◆ PROBLEM STATEMENT: Nothing but the lines from the start of the entries through the line holding "inset:0; background:#94ddfe; transform-origin:0" is to be repeated, exactly and with pictures excluded.

[Stored data]
========================================

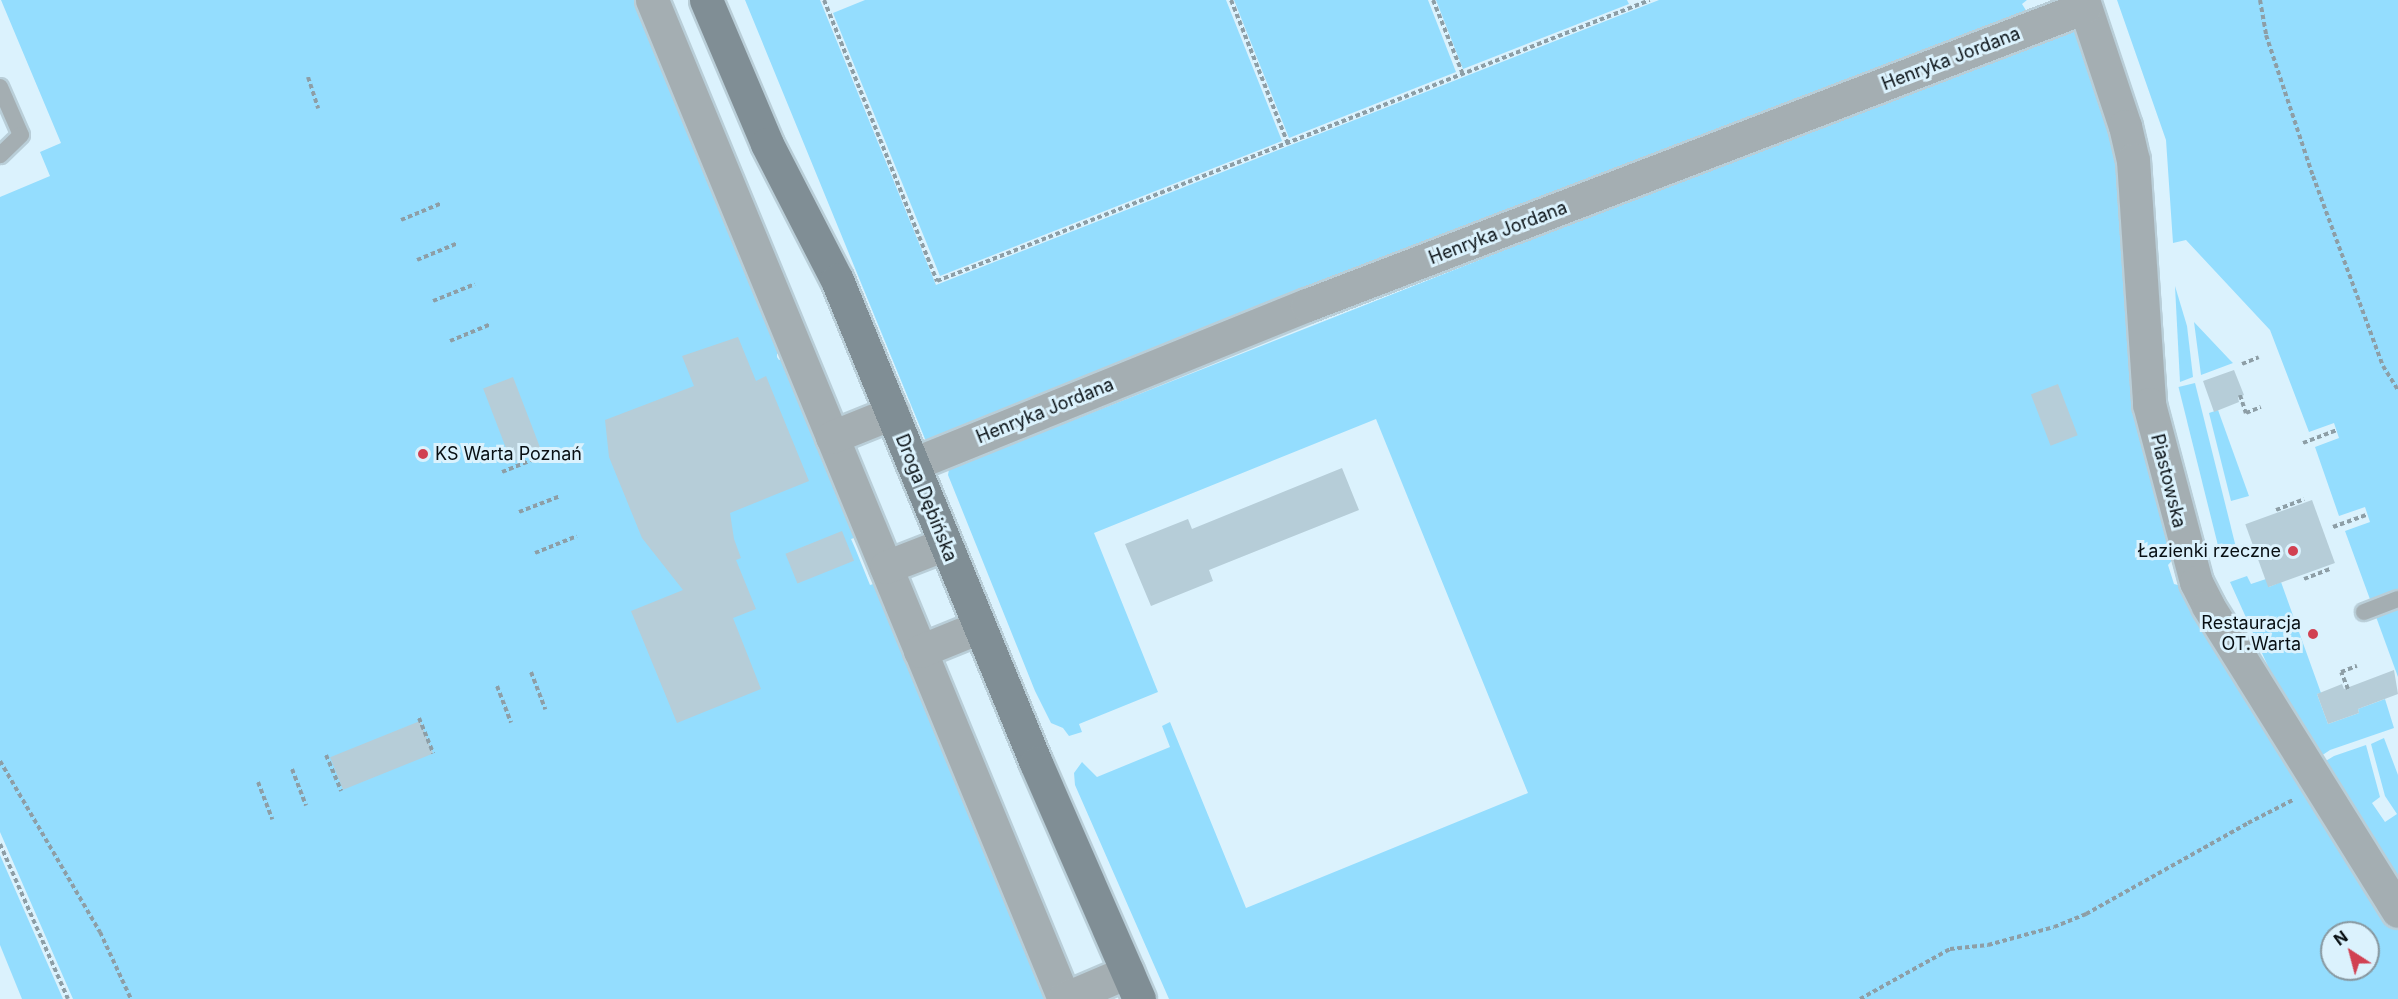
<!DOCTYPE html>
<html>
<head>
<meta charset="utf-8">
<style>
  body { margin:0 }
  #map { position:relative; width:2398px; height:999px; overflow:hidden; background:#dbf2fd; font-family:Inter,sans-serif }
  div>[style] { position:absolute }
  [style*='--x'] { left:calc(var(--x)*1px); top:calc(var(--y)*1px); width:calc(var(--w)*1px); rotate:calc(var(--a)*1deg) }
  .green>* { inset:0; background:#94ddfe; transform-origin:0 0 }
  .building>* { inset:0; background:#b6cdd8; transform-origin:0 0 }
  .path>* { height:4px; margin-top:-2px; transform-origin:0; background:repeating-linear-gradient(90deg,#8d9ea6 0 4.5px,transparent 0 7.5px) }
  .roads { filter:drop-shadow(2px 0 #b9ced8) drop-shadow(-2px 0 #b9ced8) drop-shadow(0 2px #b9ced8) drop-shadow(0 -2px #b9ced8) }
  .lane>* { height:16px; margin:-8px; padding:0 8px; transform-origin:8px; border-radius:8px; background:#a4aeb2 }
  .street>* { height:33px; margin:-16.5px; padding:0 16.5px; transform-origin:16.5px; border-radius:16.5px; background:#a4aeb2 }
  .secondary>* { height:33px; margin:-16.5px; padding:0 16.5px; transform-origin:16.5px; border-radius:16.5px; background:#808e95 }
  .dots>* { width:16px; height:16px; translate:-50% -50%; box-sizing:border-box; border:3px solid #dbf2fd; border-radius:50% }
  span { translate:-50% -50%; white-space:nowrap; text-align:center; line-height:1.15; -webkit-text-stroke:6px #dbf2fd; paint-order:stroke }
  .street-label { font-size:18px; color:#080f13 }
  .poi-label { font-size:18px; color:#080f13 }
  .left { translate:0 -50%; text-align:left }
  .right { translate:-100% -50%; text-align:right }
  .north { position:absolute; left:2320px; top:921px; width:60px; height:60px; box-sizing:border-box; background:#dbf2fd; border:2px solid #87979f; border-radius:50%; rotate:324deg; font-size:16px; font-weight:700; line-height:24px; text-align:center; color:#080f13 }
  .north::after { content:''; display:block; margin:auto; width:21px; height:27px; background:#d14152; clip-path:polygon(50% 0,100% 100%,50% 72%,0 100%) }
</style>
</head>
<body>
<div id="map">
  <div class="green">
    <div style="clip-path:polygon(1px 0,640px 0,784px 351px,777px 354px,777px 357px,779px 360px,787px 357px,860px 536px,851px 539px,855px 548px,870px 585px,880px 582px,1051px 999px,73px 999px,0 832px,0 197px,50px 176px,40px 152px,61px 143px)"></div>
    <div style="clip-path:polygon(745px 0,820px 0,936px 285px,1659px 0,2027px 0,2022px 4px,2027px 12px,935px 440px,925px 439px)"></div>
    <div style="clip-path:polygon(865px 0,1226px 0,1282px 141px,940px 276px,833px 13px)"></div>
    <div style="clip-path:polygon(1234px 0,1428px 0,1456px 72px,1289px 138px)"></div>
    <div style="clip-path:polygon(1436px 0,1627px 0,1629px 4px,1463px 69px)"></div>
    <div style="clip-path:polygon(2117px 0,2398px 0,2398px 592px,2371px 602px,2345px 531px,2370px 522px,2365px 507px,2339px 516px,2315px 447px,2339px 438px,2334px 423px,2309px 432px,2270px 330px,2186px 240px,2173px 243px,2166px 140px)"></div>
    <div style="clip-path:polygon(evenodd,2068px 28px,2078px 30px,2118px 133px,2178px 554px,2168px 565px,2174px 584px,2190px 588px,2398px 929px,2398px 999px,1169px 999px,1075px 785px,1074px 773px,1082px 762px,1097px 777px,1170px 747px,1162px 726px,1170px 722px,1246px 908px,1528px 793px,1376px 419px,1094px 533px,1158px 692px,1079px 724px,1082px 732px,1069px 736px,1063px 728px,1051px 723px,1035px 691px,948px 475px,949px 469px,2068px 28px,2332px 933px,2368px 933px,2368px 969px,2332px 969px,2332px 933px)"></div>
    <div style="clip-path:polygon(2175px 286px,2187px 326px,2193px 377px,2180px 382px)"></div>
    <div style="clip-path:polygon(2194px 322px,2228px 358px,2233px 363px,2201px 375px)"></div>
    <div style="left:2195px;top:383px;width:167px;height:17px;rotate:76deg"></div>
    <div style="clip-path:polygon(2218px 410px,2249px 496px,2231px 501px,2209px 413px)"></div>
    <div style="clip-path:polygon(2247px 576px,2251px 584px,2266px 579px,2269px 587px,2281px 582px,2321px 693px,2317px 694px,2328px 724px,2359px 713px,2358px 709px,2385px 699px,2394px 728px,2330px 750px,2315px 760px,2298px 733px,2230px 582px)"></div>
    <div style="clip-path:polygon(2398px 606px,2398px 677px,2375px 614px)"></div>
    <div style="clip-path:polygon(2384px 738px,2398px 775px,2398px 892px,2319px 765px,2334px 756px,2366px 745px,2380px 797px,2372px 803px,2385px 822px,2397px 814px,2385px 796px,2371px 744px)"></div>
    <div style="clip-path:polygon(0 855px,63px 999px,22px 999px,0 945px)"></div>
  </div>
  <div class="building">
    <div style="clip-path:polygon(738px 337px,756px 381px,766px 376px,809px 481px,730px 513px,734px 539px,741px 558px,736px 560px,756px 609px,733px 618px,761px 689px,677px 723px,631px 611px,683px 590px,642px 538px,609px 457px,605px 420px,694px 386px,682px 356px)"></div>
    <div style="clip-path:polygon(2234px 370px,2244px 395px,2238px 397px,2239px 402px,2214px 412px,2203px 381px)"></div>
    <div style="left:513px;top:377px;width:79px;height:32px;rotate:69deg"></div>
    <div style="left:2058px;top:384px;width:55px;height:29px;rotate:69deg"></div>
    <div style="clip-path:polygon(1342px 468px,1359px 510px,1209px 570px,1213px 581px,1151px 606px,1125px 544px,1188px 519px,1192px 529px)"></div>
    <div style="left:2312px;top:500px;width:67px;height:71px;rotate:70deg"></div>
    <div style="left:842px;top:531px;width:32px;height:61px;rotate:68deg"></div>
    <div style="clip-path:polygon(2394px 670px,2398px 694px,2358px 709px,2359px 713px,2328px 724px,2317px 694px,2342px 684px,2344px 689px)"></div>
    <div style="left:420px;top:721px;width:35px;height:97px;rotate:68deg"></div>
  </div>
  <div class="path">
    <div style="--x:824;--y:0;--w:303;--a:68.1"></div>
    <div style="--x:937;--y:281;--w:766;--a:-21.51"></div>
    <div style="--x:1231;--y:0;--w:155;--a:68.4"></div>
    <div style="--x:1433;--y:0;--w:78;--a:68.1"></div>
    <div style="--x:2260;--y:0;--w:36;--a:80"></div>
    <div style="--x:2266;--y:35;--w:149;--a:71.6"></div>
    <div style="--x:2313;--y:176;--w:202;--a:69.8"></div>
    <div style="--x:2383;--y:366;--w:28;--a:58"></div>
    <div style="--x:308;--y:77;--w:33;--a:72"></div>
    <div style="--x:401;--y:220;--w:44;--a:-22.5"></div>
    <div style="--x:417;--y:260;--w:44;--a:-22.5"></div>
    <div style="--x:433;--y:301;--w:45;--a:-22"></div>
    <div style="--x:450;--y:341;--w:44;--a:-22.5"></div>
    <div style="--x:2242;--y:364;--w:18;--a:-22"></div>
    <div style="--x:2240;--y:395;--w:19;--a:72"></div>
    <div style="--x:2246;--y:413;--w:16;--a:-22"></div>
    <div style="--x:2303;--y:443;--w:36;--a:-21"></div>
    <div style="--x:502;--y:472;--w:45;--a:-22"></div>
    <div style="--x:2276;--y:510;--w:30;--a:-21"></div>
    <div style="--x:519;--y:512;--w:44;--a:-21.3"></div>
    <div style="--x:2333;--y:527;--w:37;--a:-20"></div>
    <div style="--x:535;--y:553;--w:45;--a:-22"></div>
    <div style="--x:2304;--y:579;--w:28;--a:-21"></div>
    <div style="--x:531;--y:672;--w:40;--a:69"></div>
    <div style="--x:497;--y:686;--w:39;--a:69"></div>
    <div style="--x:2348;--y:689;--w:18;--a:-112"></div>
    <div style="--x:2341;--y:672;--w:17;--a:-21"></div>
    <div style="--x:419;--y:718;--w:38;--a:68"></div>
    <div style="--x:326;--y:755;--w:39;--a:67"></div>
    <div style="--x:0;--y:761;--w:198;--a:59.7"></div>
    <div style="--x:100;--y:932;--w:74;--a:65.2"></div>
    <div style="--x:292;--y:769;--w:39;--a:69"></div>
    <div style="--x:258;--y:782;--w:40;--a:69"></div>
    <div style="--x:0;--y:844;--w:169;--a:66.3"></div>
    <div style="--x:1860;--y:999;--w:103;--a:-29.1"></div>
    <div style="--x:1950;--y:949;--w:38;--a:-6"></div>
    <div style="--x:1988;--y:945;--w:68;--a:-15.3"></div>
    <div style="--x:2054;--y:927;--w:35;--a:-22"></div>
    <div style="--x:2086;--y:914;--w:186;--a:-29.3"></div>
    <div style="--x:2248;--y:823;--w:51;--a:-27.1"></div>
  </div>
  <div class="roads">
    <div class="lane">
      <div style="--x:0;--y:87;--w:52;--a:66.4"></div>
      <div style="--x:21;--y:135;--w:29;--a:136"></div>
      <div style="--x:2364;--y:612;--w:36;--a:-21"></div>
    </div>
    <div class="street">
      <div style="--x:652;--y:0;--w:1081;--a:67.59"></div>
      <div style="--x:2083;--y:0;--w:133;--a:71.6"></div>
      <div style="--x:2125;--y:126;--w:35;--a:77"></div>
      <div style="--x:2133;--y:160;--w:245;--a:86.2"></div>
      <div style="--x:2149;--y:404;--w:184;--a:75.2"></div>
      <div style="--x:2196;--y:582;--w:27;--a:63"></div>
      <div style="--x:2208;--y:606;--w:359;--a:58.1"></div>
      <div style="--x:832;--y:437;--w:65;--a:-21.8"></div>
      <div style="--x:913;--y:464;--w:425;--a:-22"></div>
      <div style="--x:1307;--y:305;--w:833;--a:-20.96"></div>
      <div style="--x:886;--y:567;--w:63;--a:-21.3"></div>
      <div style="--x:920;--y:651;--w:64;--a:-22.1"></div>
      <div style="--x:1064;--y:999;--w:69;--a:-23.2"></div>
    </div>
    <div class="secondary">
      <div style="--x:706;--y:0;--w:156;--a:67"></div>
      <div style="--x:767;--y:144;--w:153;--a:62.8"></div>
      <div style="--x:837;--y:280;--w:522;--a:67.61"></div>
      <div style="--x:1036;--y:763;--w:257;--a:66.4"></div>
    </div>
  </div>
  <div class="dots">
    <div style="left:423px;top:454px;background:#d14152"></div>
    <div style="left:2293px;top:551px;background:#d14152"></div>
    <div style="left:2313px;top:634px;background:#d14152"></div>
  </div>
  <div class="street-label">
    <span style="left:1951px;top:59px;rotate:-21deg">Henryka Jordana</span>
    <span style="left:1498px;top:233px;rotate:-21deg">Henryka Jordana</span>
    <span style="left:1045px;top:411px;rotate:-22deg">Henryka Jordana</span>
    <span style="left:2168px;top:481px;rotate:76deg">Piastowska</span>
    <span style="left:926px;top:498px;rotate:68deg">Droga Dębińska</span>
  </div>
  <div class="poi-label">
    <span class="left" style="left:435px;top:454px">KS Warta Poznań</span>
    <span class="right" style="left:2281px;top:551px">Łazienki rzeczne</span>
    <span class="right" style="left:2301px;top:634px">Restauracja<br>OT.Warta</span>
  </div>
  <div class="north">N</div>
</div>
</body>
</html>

========================================

◆ TASK ANSWER:
<!DOCTYPE html>
<html>
<head>
<meta charset="utf-8">
<style>
  body { margin:0 }
  #map { position:relative; width:2398px; height:999px; overflow:hidden; background:#dbf2fd; font-family:Inter,sans-serif }
  div>[style] { position:absolute }
  [style*='--x'] { left:calc(var(--x)*1px); top:calc(var(--y)*1px); width:calc(var(--w)*1px); rotate:calc(var(--a)*1deg) }
  .green>* { inset:0; background:#94ddfe; transform-origin:0 0 }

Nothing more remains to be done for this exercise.